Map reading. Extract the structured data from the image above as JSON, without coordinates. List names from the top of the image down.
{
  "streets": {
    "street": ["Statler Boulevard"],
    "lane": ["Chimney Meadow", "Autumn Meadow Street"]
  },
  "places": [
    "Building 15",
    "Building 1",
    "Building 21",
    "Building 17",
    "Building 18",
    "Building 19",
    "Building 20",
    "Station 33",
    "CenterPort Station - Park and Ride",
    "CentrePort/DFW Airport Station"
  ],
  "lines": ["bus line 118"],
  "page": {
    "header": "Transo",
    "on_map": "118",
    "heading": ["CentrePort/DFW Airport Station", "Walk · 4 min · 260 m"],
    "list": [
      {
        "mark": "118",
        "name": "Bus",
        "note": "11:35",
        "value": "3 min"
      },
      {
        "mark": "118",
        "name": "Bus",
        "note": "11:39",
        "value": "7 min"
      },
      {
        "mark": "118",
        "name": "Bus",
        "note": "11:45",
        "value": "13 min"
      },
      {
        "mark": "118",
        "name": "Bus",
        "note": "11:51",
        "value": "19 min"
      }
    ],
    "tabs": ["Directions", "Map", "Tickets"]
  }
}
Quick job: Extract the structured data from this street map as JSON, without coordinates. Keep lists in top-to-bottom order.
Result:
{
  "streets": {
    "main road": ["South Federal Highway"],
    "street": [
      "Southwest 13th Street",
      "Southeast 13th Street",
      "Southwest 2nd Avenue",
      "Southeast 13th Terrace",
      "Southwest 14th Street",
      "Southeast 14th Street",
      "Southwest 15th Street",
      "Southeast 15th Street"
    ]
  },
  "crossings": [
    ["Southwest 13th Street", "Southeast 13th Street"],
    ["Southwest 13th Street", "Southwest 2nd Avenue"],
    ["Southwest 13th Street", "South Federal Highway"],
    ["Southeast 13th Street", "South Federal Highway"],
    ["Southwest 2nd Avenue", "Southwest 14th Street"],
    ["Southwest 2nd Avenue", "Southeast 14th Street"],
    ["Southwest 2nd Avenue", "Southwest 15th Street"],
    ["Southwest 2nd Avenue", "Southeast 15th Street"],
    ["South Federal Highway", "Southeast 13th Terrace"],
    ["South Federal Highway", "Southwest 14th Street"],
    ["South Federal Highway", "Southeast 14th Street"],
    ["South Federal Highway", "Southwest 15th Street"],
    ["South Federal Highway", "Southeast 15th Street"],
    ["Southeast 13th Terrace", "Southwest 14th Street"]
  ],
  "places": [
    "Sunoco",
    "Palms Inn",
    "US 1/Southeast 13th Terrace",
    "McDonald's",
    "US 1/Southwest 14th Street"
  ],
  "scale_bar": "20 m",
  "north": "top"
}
━━━━━━━━━━━━━━━━
From the listing above, give the number of lines in which the word "Federal" occurs, and nothing else.

PROBLEM SOLUTION | 8